The Scriptures are not unfamiliar with pretensions to supremacy. The Christian need not fear using this scary phrase, for God resists the proud, and gives grace to the humble.

  1. Be theological

The Christian faith acknowledges no final difference between what is good and what is true. Consistently, the Scriptures teach us that the “all the gods of the nations … are but idols” (Ps. 96:5), that these idols “judge unjustly and show favor to the wicked” (Ps. 82:2). The Lord asserts himself and his will in distinction from idols. Obedience to the law and confession of the one God are two aspects of a single reality; following the way of Jesus is not something different than saying, “I believe in one God, the Father, the Almighty.”

Confronting white supremacy is too often left to non-theologically minded liberals, who are good-hearted but seem to know only how to moralize. This tendency gives the mistaken impression that white supremacy is a moral or political issue about which Christians may reasonably disagree, or one that a Christian may reasonably ignore, as though it is somehow peripheral to the Christian faith or the call of the gospel. Failure to see what is at stake theologically, that is, doctrinally, with white supremacy is a failure of imagination. Lasting and effective work to overcome white supremacy among the Church’s members requires robust doctrinal catechesis, which makes clear what it is to be a member of Christ.

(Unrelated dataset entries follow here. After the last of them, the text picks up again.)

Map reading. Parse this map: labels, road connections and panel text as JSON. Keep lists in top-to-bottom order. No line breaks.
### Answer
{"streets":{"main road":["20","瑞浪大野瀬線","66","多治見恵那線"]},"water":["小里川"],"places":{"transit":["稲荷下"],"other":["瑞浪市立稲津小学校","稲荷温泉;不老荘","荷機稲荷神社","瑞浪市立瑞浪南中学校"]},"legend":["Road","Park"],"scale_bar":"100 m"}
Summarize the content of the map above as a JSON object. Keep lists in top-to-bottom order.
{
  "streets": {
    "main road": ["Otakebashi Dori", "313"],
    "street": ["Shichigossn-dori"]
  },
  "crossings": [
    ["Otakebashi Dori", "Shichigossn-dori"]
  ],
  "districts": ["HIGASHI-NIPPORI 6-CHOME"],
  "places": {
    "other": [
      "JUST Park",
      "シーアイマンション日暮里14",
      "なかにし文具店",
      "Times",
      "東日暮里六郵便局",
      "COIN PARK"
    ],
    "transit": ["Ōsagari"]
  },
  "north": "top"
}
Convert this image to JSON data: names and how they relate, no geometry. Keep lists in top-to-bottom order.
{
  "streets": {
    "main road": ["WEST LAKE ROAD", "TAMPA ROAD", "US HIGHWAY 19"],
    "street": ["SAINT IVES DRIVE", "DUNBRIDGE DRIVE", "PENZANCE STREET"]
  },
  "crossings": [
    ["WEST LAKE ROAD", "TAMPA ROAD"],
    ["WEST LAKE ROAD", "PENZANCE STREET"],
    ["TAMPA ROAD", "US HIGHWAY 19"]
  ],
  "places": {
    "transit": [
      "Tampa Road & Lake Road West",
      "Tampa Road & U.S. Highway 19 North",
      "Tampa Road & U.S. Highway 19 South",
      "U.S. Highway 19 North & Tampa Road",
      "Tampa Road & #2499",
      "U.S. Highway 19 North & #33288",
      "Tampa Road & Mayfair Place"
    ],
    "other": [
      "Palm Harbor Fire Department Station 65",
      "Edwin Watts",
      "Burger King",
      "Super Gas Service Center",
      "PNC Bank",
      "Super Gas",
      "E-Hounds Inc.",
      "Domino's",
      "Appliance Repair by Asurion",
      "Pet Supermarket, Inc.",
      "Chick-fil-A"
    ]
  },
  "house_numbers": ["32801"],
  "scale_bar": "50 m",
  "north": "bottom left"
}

  1. Yes, you know what to do: Read a book

People often say to me that they do not know what to do. I am too polite to ask them if they have gotten around to reading a book about white supremacy and theological responses to it. There are many such books, and many of them are worth reading. Many of the Christians with whom I have a lot in common theologically spend much of their political attention on matters like same-sex marriage, or assisted suicide, or transhumanism. Those things matter. But it is noteworthy that it is a widespread tendency among white, American, theologically educated Christians to ignore white supremacy and its history, even though it ranks among the most significant moral problems of their society. It is bizarre in the way that it would have been bizarre for 20th-century German theologians to put off thinking about Jews.

There has been a profound failure to grasp the cultural significance of white supremacy, and its theological import. Postmodern and the now-fashionable decolonial criticism that has come to dominate the academic left — the trickle-down version of which is the unreflective identity politics we constantly hear about — has instilled a fear in everyone to speak about experiences other than their own. All that I can say is that this fear must be overcome, and this anti-intellectual prohibition violated.


    • Sorry for the delay. These books come to mind. I am partial to Cone, having spent several years studying his work.

      James Cone, God of the Oppressed
      Willie Jennings, The Christian Imagination
      J. Kameron Carter, Race: A Theological Account
      Brian Bantum, Redeeming Mulatto
      James Perinkson, White Theology
      Beverly Mitchell, Plantations and Death Camps
      Cornel West, Prophesy Deliverance!
      George Yancy, Black Bodies, White Gazes

      • Thank you. This is helpful. I did dust off my copy of God of the Oppressed (which I read about 20 years ago). It was a formative book for me in my early discernment of my priestly vocation. The rest of this list is good and helpful to me.